[Stored data]
···

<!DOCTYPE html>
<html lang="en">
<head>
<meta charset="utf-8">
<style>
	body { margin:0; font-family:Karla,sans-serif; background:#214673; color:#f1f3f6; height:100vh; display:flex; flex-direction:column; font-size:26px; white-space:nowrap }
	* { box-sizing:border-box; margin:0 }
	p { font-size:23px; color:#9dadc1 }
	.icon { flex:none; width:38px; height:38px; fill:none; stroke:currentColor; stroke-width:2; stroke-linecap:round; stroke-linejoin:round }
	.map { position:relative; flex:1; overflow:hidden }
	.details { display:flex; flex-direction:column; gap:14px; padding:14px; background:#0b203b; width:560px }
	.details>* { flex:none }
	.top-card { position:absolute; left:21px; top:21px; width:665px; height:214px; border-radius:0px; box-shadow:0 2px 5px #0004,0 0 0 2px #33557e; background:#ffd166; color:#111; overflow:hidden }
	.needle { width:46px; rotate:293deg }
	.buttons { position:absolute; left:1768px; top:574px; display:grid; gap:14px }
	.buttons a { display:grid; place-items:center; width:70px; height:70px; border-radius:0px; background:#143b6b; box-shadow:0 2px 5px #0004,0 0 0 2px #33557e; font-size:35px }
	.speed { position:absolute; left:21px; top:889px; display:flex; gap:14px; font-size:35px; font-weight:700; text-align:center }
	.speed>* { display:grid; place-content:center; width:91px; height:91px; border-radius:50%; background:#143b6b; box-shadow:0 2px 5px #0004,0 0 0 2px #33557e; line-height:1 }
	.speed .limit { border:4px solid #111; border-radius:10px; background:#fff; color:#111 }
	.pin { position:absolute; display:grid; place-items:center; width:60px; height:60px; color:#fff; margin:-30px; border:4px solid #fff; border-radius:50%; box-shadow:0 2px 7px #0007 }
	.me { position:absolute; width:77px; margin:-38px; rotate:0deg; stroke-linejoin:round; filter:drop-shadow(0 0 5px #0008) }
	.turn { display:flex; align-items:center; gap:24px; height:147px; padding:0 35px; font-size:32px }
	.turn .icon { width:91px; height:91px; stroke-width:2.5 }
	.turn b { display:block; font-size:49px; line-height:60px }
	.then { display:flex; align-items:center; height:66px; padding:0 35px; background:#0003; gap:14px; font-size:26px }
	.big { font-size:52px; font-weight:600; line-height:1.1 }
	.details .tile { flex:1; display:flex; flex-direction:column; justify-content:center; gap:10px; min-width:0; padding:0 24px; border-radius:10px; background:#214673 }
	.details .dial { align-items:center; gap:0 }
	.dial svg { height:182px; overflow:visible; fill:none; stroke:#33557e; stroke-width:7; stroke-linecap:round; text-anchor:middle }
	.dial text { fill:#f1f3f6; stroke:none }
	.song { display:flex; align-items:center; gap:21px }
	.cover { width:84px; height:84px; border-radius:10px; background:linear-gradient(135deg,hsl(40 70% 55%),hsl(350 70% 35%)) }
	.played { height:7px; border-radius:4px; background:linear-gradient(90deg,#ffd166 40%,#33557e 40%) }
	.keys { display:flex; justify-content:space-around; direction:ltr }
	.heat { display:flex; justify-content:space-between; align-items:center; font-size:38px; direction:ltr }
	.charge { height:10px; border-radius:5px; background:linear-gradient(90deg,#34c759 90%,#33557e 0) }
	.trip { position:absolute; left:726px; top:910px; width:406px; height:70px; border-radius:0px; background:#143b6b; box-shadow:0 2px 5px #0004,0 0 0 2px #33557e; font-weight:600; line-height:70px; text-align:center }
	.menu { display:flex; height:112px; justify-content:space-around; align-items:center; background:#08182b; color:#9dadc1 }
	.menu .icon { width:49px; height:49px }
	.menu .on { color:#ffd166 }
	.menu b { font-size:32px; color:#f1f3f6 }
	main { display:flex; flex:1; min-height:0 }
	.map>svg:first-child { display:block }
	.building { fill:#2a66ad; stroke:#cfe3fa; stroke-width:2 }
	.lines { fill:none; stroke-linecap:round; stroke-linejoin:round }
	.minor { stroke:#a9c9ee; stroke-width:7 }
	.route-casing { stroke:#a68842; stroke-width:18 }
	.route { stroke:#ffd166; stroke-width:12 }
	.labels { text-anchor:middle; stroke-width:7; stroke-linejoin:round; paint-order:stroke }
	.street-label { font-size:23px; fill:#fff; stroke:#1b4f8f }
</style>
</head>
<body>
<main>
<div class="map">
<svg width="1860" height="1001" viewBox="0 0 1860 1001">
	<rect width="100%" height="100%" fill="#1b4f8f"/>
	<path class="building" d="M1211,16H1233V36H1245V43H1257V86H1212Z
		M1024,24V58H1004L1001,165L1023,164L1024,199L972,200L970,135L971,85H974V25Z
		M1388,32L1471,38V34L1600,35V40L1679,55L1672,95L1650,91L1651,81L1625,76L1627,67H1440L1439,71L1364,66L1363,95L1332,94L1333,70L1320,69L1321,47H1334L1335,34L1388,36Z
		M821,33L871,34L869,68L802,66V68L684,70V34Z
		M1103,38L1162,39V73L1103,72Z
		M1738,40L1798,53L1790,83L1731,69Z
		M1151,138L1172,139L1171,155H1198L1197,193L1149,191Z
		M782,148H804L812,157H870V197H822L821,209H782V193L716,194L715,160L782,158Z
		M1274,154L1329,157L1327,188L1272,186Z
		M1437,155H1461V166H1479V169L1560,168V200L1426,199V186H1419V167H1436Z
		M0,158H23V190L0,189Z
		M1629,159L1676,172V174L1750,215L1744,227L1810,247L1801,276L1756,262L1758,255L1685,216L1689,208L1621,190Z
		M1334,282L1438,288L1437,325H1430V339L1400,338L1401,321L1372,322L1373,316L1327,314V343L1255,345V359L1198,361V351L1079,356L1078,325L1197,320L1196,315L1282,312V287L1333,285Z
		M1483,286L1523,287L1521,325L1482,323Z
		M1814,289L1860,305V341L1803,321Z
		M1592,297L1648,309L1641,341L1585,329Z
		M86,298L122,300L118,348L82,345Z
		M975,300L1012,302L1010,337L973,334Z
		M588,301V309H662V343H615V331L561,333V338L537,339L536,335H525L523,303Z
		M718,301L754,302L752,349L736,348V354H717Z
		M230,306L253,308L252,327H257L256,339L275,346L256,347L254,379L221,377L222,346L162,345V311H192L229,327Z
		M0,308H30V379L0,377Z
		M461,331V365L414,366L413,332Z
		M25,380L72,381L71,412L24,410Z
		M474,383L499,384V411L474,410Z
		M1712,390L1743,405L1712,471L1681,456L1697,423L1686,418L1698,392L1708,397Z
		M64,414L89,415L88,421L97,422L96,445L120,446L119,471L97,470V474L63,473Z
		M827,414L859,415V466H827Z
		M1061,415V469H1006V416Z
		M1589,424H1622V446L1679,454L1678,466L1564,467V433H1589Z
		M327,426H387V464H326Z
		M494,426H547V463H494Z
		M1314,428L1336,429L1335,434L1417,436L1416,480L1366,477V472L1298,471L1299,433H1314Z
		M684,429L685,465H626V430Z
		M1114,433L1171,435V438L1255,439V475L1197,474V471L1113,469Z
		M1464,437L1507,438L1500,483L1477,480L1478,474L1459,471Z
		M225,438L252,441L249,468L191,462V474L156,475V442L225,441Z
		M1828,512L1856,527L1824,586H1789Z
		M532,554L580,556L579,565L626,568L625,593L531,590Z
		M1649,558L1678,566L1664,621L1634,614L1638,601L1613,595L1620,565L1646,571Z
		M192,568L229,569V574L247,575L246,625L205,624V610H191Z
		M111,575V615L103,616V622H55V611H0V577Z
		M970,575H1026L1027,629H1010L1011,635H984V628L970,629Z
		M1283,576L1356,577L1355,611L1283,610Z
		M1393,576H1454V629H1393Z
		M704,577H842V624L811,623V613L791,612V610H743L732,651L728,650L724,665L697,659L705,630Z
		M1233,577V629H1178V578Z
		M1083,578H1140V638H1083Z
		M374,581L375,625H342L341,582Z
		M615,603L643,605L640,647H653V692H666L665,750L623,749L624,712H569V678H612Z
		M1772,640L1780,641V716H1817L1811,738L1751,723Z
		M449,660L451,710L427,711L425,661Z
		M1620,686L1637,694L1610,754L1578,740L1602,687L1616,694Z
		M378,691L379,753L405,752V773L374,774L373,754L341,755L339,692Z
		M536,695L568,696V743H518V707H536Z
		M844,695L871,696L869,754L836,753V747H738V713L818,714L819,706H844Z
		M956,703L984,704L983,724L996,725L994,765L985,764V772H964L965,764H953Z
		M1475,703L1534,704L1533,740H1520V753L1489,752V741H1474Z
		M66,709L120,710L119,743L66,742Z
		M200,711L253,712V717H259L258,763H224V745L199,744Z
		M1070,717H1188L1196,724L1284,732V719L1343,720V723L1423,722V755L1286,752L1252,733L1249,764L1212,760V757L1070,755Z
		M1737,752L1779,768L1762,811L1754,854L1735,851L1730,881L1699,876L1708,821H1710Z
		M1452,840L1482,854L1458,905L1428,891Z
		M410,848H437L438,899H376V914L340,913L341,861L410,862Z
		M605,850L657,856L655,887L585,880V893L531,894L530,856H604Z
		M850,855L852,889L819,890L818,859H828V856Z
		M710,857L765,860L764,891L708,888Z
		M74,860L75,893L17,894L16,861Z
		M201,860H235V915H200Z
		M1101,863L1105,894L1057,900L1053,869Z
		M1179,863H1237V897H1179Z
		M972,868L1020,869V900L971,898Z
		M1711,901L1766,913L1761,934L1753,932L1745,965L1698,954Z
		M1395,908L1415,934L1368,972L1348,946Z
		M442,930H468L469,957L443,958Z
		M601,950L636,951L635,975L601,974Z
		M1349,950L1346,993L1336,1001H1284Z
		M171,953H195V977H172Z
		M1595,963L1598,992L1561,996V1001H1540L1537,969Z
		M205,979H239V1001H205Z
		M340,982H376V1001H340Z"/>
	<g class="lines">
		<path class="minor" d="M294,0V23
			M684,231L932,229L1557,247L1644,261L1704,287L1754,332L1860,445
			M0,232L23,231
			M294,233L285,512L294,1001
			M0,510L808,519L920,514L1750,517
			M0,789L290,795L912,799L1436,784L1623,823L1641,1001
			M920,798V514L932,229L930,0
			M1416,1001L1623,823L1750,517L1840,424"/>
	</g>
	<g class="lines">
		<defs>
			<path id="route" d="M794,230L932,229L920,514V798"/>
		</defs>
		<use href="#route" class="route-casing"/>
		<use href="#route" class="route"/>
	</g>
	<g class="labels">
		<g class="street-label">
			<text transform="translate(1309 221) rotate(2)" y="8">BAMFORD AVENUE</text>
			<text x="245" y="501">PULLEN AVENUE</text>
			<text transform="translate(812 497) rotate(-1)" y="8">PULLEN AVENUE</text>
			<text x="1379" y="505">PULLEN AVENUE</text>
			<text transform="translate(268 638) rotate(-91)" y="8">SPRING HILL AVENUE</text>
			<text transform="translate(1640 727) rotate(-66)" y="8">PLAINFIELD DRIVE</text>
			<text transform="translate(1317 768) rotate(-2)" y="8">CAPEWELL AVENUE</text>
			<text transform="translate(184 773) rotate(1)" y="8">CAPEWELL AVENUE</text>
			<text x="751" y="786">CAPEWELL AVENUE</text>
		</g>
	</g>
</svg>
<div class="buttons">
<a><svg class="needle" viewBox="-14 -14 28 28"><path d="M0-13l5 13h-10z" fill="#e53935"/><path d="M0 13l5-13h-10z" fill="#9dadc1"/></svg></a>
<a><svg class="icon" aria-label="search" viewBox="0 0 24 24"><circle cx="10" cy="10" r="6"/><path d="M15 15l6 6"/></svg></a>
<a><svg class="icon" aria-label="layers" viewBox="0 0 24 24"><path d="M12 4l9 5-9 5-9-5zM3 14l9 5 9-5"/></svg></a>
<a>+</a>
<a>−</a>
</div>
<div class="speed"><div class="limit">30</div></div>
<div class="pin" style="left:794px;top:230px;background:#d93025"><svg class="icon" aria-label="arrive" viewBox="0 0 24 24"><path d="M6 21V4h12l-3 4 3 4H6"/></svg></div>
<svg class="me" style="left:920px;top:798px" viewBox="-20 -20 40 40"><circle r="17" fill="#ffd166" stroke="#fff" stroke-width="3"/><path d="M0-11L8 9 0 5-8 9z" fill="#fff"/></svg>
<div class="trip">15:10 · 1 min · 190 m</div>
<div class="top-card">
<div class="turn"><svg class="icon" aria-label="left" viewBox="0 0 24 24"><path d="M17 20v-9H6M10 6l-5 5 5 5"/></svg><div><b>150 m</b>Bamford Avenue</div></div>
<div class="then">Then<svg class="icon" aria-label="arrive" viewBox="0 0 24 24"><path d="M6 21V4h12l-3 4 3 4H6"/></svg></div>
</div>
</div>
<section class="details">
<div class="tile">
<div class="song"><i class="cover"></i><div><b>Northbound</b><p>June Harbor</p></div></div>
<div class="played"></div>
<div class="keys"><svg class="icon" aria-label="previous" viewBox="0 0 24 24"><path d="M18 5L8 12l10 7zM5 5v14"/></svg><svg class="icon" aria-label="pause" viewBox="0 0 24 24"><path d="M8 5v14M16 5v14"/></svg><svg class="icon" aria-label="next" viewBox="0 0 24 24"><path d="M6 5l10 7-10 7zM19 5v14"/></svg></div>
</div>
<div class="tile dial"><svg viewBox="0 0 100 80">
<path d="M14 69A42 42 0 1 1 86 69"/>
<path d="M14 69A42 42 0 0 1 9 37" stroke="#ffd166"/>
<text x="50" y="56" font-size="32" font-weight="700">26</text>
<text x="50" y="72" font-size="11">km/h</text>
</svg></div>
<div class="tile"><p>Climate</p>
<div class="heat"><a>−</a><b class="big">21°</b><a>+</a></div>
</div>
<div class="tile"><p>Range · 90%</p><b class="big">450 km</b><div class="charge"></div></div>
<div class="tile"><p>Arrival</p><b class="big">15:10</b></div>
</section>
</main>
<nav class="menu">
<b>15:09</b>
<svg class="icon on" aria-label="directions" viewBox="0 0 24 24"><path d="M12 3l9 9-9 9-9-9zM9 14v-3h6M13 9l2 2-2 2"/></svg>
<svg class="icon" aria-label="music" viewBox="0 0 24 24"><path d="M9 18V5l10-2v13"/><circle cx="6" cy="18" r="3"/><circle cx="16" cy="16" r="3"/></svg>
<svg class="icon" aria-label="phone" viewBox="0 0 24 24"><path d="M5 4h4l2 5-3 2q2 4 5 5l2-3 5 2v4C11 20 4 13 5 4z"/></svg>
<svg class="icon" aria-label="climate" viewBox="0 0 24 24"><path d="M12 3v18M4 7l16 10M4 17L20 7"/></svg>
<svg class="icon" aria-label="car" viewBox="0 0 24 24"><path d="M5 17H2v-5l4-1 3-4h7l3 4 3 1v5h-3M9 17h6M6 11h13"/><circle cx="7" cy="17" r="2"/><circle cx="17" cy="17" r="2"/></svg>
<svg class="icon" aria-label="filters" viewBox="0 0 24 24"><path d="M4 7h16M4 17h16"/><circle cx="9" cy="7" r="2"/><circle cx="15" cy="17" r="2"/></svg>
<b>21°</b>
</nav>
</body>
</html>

···

→ **PROBLEM TO WORK ON**:
Taking the records from the top, repeat each line exactly until you have repeated the line that contains "display:block; font-size:49px; line-height:60px".

→ **TASK RESPONSE**:
<!DOCTYPE html>
<html lang="en">
<head>
<meta charset="utf-8">
<style>
	body { margin:0; font-family:Karla,sans-serif; background:#214673; color:#f1f3f6; height:100vh; display:flex; flex-direction:column; font-size:26px; white-space:nowrap }
	* { box-sizing:border-box; margin:0 }
	p { font-size:23px; color:#9dadc1 }
	.icon { flex:none; width:38px; height:38px; fill:none; stroke:currentColor; stroke-width:2; stroke-linecap:round; stroke-linejoin:round }
	.map { position:relative; flex:1; overflow:hidden }
	.details { display:flex; flex-direction:column; gap:14px; padding:14px; background:#0b203b; width:560px }
	.details>* { flex:none }
	.top-card { position:absolute; left:21px; top:21px; width:665px; height:214px; border-radius:0px; box-shadow:0 2px 5px #0004,0 0 0 2px #33557e; background:#ffd166; color:#111; overflow:hidden }
	.needle { width:46px; rotate:293deg }
	.buttons { position:absolute; left:1768px; top:574px; display:grid; gap:14px }
	.buttons a { display:grid; place-items:center; width:70px; height:70px; border-radius:0px; background:#143b6b; box-shadow:0 2px 5px #0004,0 0 0 2px #33557e; font-size:35px }
	.speed { position:absolute; left:21px; top:889px; display:flex; gap:14px; font-size:35px; font-weight:700; text-align:center }
	.speed>* { display:grid; place-content:center; width:91px; height:91px; border-radius:50%; background:#143b6b; box-shadow:0 2px 5px #0004,0 0 0 2px #33557e; line-height:1 }
	.speed .limit { border:4px solid #111; border-radius:10px; background:#fff; color:#111 }
	.pin { position:absolute; display:grid; place-items:center; width:60px; height:60px; color:#fff; margin:-30px; border:4px solid #fff; border-radius:50%; box-shadow:0 2px 7px #0007 }
	.me { position:absolute; width:77px; margin:-38px; rotate:0deg; stroke-linejoin:round; filter:drop-shadow(0 0 5px #0008) }
	.turn { display:flex; align-items:center; gap:24px; height:147px; padding:0 35px; font-size:32px }
	.turn .icon { width:91px; height:91px; stroke-width:2.5 }
	.turn b { display:block; font-size:49px; line-height:60px }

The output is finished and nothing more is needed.